Wayve, a British startup specializing in AI-based autonomous driving, unveils its new model: Lingo-1, which combines machine vision with text-based logic.
Humans have to make decisions on the road all the time: When do we step on the gas, when do we take our foot off the gas, when do we pass or when do we hold back?
Self-driving cars have to make the same decisions. But unlike humans, they can't justify their decisions - not yet. Lingo-1 aims to change that.
Lingo-1 combines language models with visual models
Typical autonomous driving systems rely on visual perception to make decisions. Wayve's new Lingo-1 visual language model inserts textual logic between visual perception and action, allowing the car to explain its actions.
For a driving decision and for the general traffic situation, the car continuously provides textual statements describing the current situation and justifying decisions, similar to a driver thinking aloud or a driving instructor wanting to support the learner's attention.
This textual logic could increase the sense of safety in cars by making their decisions seem less like a "black box". It could also contribute to the safety of autonomous vehicles by allowing the system to reason textually through traffic scenarios that are not included in the training data.
In addition, Lingo-1's behavior can be flexibly adjusted through simple text prompts, and it can be trained with additional examples written by humans without the need for extensive and costly visual data collection.
"Causal reasoning is vital in autonomous driving, enabling the system to understand the relationships between elements and actions within a scene," Wayve writes.
Instead of collecting thousands of visual examples of a car braking for a pedestrian, a few examples of the scene with brief text descriptions of how the car should behave in the situation and what factors to consider would suffice, Wayve writes.
Autonomous cars could benefit from general knowledge in large language models
The general knowledge of large language models could also improve driving models, especially in previously unknown situations.
"LLMs already possess vast knowledge of human behaviour from internet-scale datasets, making them capable of understanding concepts like identifying objects, traffic regulations, and driving manoeuvres. For example, language models know the difference between a tree, a shop, a house, a dog chasing a ball, and a bus that’s stopped in front of a school," Wayve writes.
Lingo-1 was trained using image, voice, and action data collected from Wayve drivers as they drove around London. According to Wayve, Lingo-1 currently achieves 60 percent of the accuracy of human drivers. The system has more than doubled its performance since initial testing in August and September through improvements to its architecture and training dataset.
Lingo-1 is limited in that it has only been trained on data from London and the UK. It can also generate incorrect answers, a common problem with LLMs, but Lingo-1 has the advantage of being based on real-world visual data, the company writes.

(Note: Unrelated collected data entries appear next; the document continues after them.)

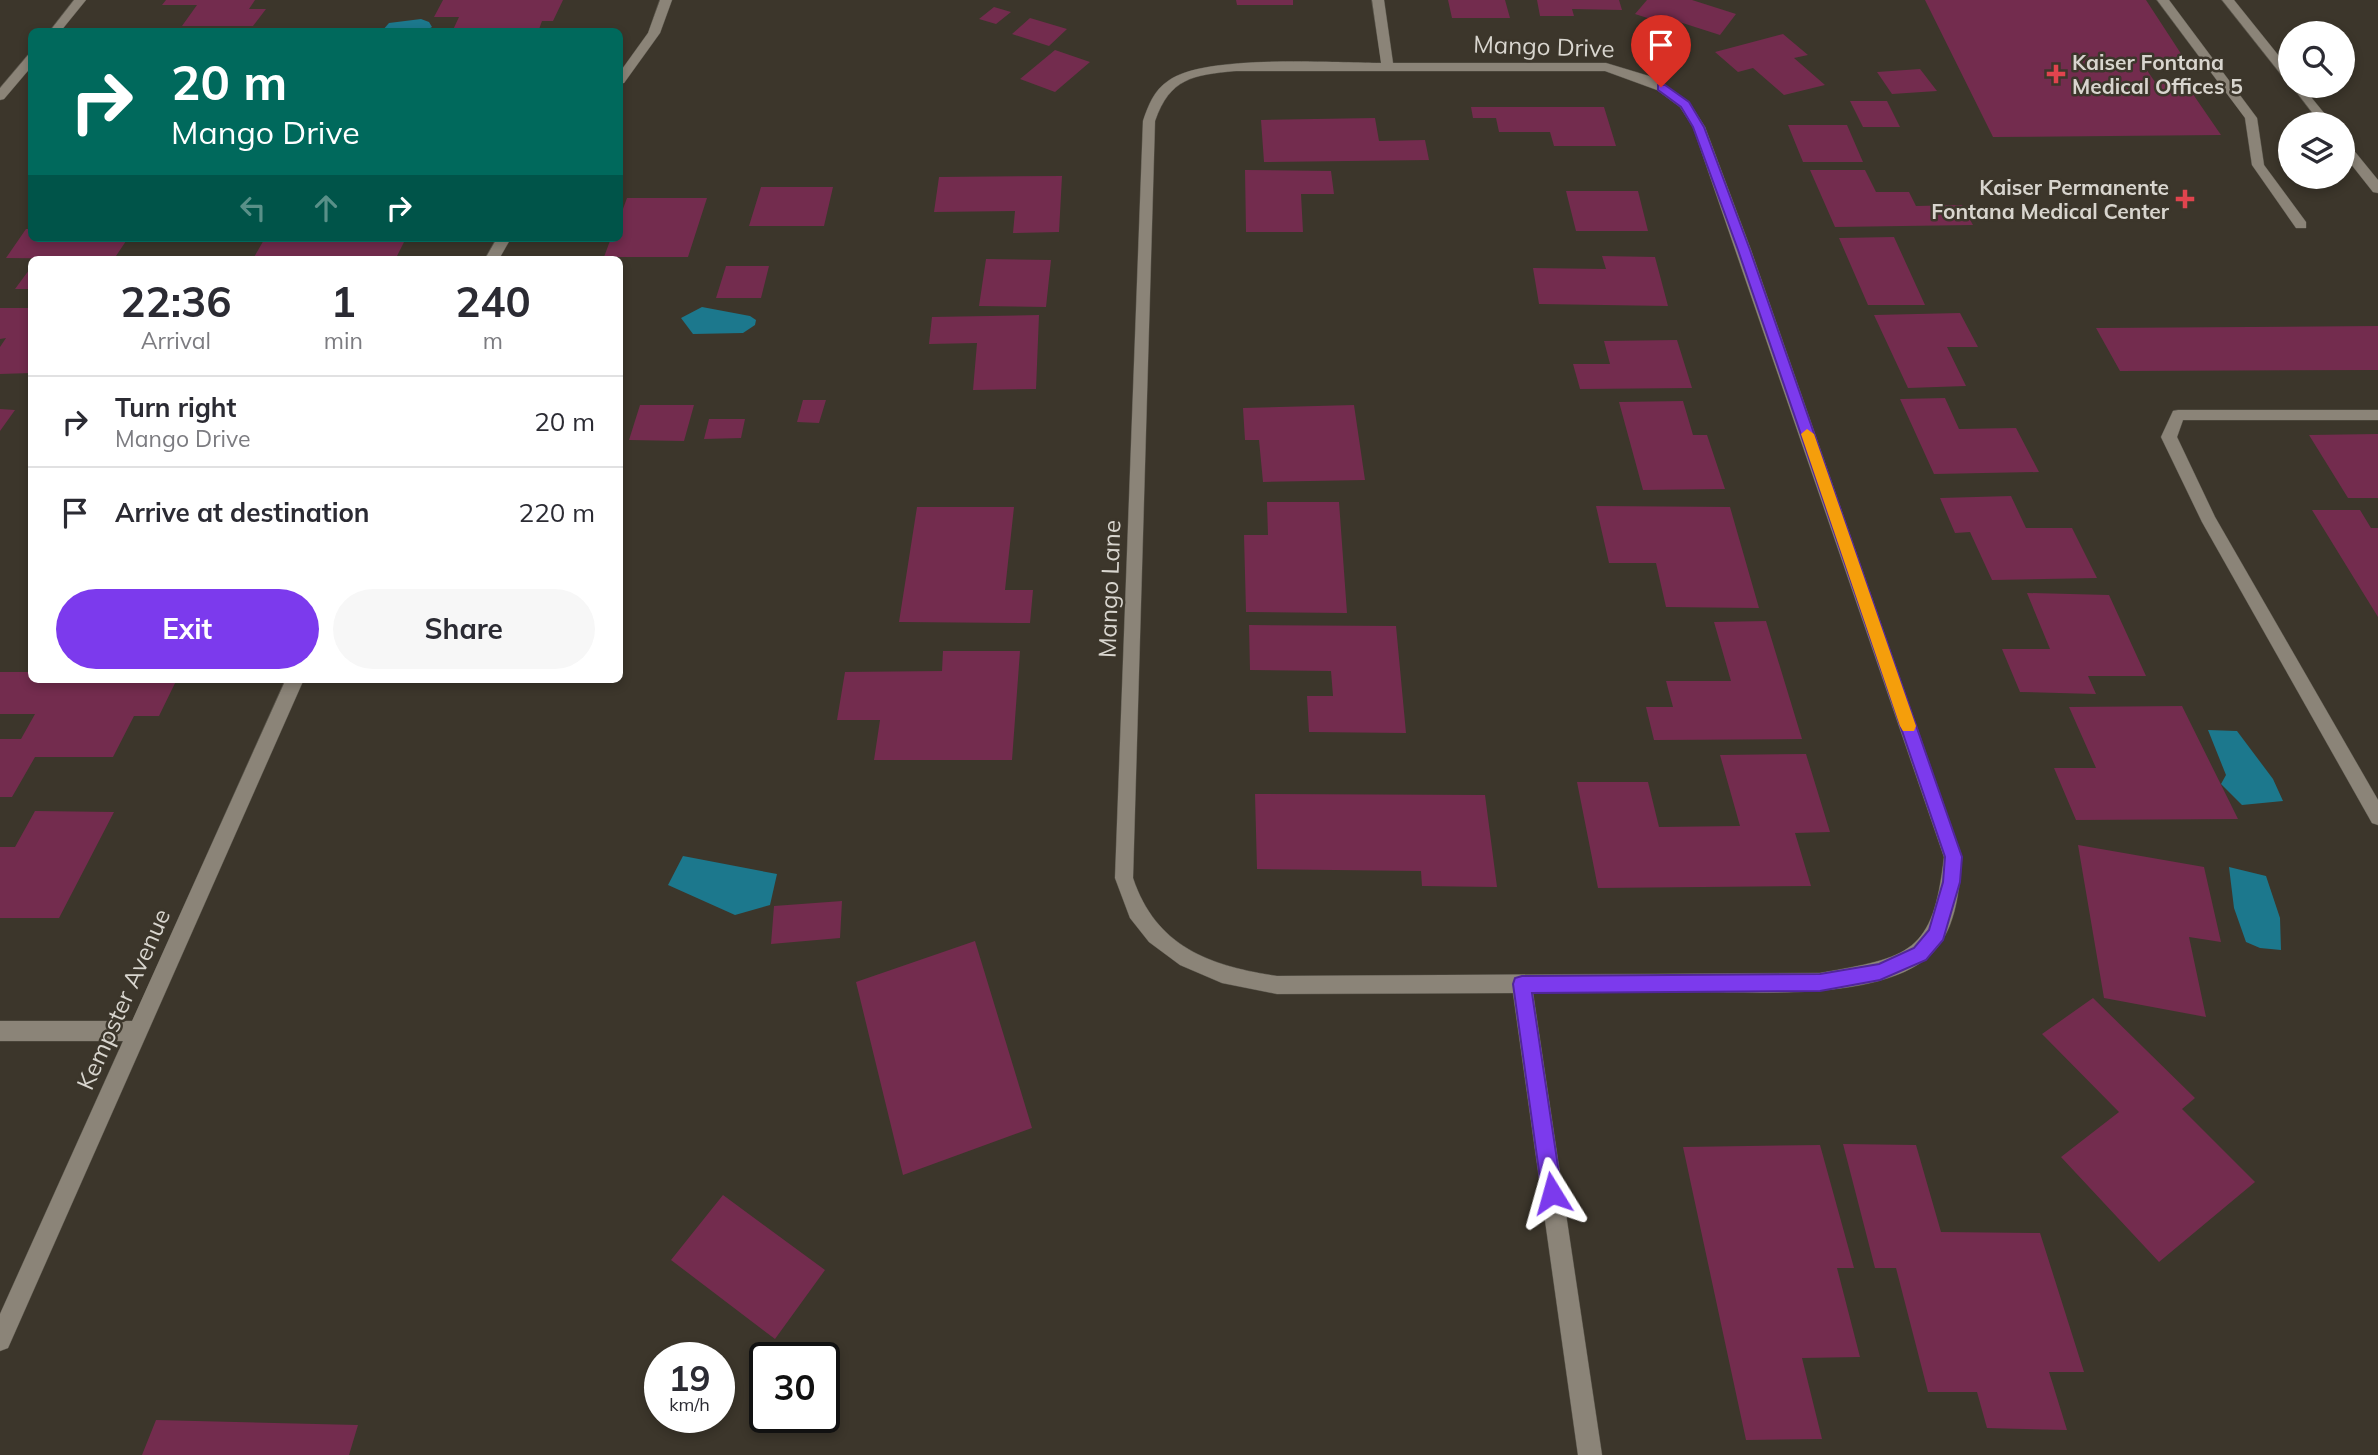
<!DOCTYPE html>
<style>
body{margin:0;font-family:Mulish,sans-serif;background:#f7f7f7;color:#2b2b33;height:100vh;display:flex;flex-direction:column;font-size:26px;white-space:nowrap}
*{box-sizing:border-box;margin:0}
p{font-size:23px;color:#7c7c81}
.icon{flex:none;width:38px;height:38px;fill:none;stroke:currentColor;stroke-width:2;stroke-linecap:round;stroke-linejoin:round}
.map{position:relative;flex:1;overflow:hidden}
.sheet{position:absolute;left:28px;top:256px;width:595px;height:427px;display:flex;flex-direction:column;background:#fff;border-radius:10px;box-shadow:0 4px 10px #0003}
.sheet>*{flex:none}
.hud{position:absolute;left:28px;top:28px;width:595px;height:214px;border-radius:10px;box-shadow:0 4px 10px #0003;background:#00695c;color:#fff;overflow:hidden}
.tools{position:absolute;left:2278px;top:21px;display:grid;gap:14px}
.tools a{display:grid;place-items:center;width:77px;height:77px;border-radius:50%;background:#fff;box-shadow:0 4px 10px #0003;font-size:35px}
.speed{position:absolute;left:644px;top:1342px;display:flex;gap:14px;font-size:35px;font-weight:700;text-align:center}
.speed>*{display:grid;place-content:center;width:91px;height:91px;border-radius:50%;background:#fff;box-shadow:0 4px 10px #0003;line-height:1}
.speed small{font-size:18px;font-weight:400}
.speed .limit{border:4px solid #111;border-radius:10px;background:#fff;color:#111}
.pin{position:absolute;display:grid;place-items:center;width:60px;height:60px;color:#fff;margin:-72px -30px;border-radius:50% 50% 50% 0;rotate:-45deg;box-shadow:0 0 7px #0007}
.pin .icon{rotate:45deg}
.me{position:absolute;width:77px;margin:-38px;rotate:352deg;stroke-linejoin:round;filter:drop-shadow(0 0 5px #0008)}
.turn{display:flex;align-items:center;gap:24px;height:147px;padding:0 28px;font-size:32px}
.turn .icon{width:91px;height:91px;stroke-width:2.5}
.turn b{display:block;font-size:49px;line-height:60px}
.lanes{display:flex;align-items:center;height:66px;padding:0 28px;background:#0003;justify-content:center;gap:35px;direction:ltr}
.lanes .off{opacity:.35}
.eta{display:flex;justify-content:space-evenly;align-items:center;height:119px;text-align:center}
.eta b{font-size:42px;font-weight:700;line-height:49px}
.button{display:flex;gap:14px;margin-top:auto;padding:14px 28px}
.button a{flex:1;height:80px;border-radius:42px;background:#7c3aed;color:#fff;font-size:28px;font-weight:700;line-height:80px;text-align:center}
.button a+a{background:#f7f7f7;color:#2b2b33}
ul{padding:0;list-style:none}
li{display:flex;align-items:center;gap:21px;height:91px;padding:0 28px;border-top:2px solid #e1e1e2}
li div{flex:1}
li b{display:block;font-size:26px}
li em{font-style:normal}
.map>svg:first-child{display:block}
.water{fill:#1c788d}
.building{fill:#732c4e}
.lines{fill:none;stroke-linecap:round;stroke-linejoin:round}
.service-casing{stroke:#59554b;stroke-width:1}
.minor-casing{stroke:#59554b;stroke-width:1}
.service{fill:#8b8478;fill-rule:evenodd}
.minor{fill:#8b8478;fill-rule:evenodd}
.route{fill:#7c3aed;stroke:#51269a;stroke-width:2}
.slow{fill:#f59e0b}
.health-dot{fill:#e0444e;stroke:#3c362b;stroke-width:2.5}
.labels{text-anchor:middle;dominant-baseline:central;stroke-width:5;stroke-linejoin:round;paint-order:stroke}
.far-poi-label{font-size:21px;font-weight:bold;fill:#d8d5ce;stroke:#3c362b;text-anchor:start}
.street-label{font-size:24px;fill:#d8d5ce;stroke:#3c362b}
</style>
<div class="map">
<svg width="2378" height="1455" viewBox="0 0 2378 1455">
<rect width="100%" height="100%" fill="#3c362b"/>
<path class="water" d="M421 19 429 22 432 27 425 31H382L389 23Z
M702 307 750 316 756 320 755 325 743 333 693 334 681 318Z
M2208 730 2237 731 2273 779 2283 801 2242 805 2221 784 2226 775Z
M683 856 777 874 770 905 735 915 668 885Z
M2229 867 2266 876 2280 918 2281 950 2260 948 2246 942 2234 908Z"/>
<path class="building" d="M166 0H255L249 9H266L253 26H182L197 5H162Z
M443 0H563L553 21H542L538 32H452L459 17H434Z
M1236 0H1293V5H1237Z
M1448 0H1505L1510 18H1452Z
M1537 0H1619L1622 10 1572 9 1574 16H1540Z
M1647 0H1692L1736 14 1720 35 1670 19 1666 24 1635 14Z
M1925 0H2146L2189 66H2144L2155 82 2186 84 2221 135 1993 137Z
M994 7 1011 12 996 24 979 19Z
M1030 18 1067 29 1049 46 1012 34Z
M1783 34 1808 55 1794 58 1825 85 1784 95 1753 68 1738 72 1715 52Z
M1055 50 1090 62 1055 92 1020 79Z
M1920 69 1937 91 1892 94 1877 72Z
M1850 101H1887L1900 127H1863Z
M1471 107H1604L1616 146H1554L1550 132H1499L1496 118H1473Z
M1375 118 1379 141 1425 140 1429 160 1264 162 1261 120Z
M1788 125H1847L1863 162H1803Z
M1245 170 1331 171 1334 194H1301L1303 232H1246Z
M1810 170H1865L1876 192H1909L1916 206 1962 205 1973 225 1835 227Z
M1062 176 1059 232 1013 233 1015 211 934 212 939 177Z
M761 187H833L824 226H749Z
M1566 191H1638L1648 231H1576Z
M627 198H707L688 257H604L611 238H620V217Z
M26 229H32V238H128L114 259 6 258Z
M1894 237 1925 305H1868L1839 238Z
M265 238H406L396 258 253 259Z
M1602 256 1655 257 1668 306 1539 304 1533 268 1606 269Z
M986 259 1051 260 1046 307 979 306Z
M32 266V289H15Z
M726 266H769L761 298H716Z
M0 308H32V373L0 374V347L6 338 0 339Z
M1960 313 1978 347H1947L1966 386 1908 388 1874 315Z
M1039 315 1036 389 973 390 977 343 929 344 932 317Z
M2378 326V370L2120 371 2096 328Z
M1677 340 1692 388 1580 389 1573 364H1610L1604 341Z
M1945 398 1959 429 2016 428 2039 472 1934 474 1900 399Z
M803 400H826L819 423 797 422Z
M1683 401 1693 435H1707L1725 489 1643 490 1619 402Z
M640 405H694L684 441 629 440Z
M1354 405 1365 480 1263 482 1259 440H1245L1243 408Z
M0 409 15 410 0 431Z
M709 419H745L741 438 704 439Z
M2378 434V498H2348L2309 435Z
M2011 496 2026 528H2072L2097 578 1992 580 1970 532 1955 533 1940 498Z
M1267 502H1339L1347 613 1246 612 1244 535H1268Z
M1596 506 1730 507 1759 608 1666 607 1656 563H1609Z
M917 507H1014L1005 590H1033L1030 623 899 622Z
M2312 510H2360L2371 528H2378V617Z
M2027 593 2109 595 2146 676H2088L2096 694 2020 692 2002 649H2050Z
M1766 621 1802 739 1654 740 1646 707H1673L1666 681H1731L1714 622Z
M1249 625 1396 626 1406 733 1309 732 1307 696H1333L1331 671 1250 670Z
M943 651H1020L1012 760H874L880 720H837L845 672 942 671Z
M0 672H32V679H177L159 716H134L113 757H35L12 797H0V739H21L35 714H0Z
M2182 706 2238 819 2076 820 2054 768H2096L2069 707Z
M1806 754 1830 832 1795 833 1811 886 1598 888 1577 782H1648L1659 827 1740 826 1720 755Z
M1255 794 1485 795 1497 887 1422 886 1421 871 1257 869Z
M35 811 114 812 59 918H0V847H15Z
M2078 845 2204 867 2221 942 2189 937 2206 1017 2104 998Z
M842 901 840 938 771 944 774 906Z
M975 941 1032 1128 903 1175 856 982Z
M2093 998 2195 1098 2182 1109 2255 1182 2159 1262 2061 1157 2119 1112 2042 1034Z
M1843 1144 1916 1145 1941 1232 2040 1233 2084 1372H2049L2067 1430 1987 1428 1977 1392H1928L1896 1268H1875Z
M1820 1145 1854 1268H1837L1860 1357 1802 1358 1822 1439 1746 1440 1683 1147Z
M723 1195 825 1270 775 1339 671 1260Z
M156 1420 358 1425 349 1455H142Z"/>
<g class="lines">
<defs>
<path id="service" d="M2157 0H2169L2257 118 2264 165 2306 222V228H2296L2252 165 2245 118Z
M2222 0H2234L2291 71V83L2287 82Z
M2291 85 2302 86 2333 124H2321Z
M2343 141 2347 142 2378 180V193L2373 192 2343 154Z
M2178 410H2378V420H2183L2177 437 2215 517 2378 800V825L2372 823 2202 522 2161 437 2173 411Z"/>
<path id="minor" d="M74 0H86L60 32H49Z
M660 0H672L660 33 624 83H620V72L648 33Z
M1372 0H1384L1393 63H1606L1649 76 1689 102 1705 127 1751 250 1962 857C1959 892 1956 935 1926 959 1873 1000 1761 992 1698 992 1643 992 1588 993 1533 993L1602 1455H1578L1513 993 1277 994 1222 983 1180 965 1149 942 1130 918 1115 878 1143 121C1148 106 1154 90 1168 81 1204 54 1332 63 1381 63ZM1235 71H1605L1657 90 1680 107 1693 127 1944 857C1933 954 1910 957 1820 973L1277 976C1210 966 1156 947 1133 878L1155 121C1170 78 1193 75 1235 71Z
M28 55H32V66L4 99 0 100V88Z
M497 238H511L499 259H485Z
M286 679H304L8 1348 0 1351V1314L123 1041H0V1021H132Z"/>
</defs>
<use href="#service" class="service-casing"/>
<use href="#minor" class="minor-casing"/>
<use href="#service" class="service"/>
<use href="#minor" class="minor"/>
</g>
<path class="route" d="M1658 85H1665L1689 102 1704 127 1750 250 1962 857 1960 882 1943 940 1926 960 1880 980 1820 991 1532 993 1562 1193 1559 1200 1552 1203 1545 1200 1542 1193 1513 984 1515 978 1522 976 1820 974 1879 964 1914 948 1929 930 1943 882 1945 857 1738 250 1693 127 1681 107 1658 90Z"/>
<path class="slow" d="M1807 429 1814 434 1916 726 1914 731H1903L1900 726 1801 434Z"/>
<g class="health-dot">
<path d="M2052.5 63.5h7v7h7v7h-7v7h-7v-7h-7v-7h7z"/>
<path d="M2181.5 188.5h7v7h7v7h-7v7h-7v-7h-7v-7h7z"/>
</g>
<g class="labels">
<g class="far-poi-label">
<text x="2072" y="62">Kaiser Fontana<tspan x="2072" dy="24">Medical Offices 5</tspan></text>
<text x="2169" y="187" text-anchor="end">Kaiser Permanente<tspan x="2169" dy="24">Fontana Medical Center</tspan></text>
</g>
<g class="street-label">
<text transform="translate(1544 46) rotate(2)">Mango Drive</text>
<text transform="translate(1109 589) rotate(-88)">Mango Lane</text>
<text transform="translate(123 999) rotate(-66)">Kempster Avenue</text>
</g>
</g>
</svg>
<div class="tools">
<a><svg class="icon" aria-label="search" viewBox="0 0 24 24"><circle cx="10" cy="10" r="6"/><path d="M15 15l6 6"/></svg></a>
<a><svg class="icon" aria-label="layers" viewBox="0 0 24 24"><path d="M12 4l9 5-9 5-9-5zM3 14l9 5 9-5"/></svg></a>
</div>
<div class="speed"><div>19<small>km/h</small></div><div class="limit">30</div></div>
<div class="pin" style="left:1661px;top:87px;background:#d93025"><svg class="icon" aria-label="arrive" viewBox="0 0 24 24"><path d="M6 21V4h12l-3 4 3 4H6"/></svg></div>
<svg class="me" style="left:1552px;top:1193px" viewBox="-20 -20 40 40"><path d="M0-17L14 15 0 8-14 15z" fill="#7c3aed" stroke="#fff" stroke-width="4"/></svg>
<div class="hud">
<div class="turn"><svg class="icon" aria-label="right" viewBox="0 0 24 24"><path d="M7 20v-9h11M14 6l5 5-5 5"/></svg><div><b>20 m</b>Mango Drive</div></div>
<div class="lanes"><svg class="icon off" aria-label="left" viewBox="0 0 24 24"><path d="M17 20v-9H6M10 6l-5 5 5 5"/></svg><svg class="icon off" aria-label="ahead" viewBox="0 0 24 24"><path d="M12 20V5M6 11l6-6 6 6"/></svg><svg class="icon" aria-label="right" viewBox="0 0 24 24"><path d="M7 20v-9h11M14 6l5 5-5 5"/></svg></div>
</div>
<section class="sheet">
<div class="eta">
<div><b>22:36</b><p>Arrival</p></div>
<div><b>1</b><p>min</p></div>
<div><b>240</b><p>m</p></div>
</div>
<ul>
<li><svg class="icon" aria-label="right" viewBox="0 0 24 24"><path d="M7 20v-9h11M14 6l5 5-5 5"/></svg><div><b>Turn right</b><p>Mango Drive</p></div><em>20 m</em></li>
<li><svg class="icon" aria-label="arrive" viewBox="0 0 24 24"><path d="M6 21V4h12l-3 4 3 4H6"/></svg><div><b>Arrive at destination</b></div><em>220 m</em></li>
</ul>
<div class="button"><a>Exit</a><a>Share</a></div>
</section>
</div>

Technical challenges include the much-needed long context lengths for video descriptions in multimodal models, and integrating Lingo-1 into the closed-loop architecture directly in the autonomous vehicle.
In June, Wayve introduced GAIA-1, a generative AI model that can help alleviate the bottleneck caused by the limited supply of video data for training AI models on different traffic situations. GAIA-1 learns driving concepts by predicting the next frames in a video sequence, making it a valuable tool for training autonomous systems to navigate complex real-world scenarios.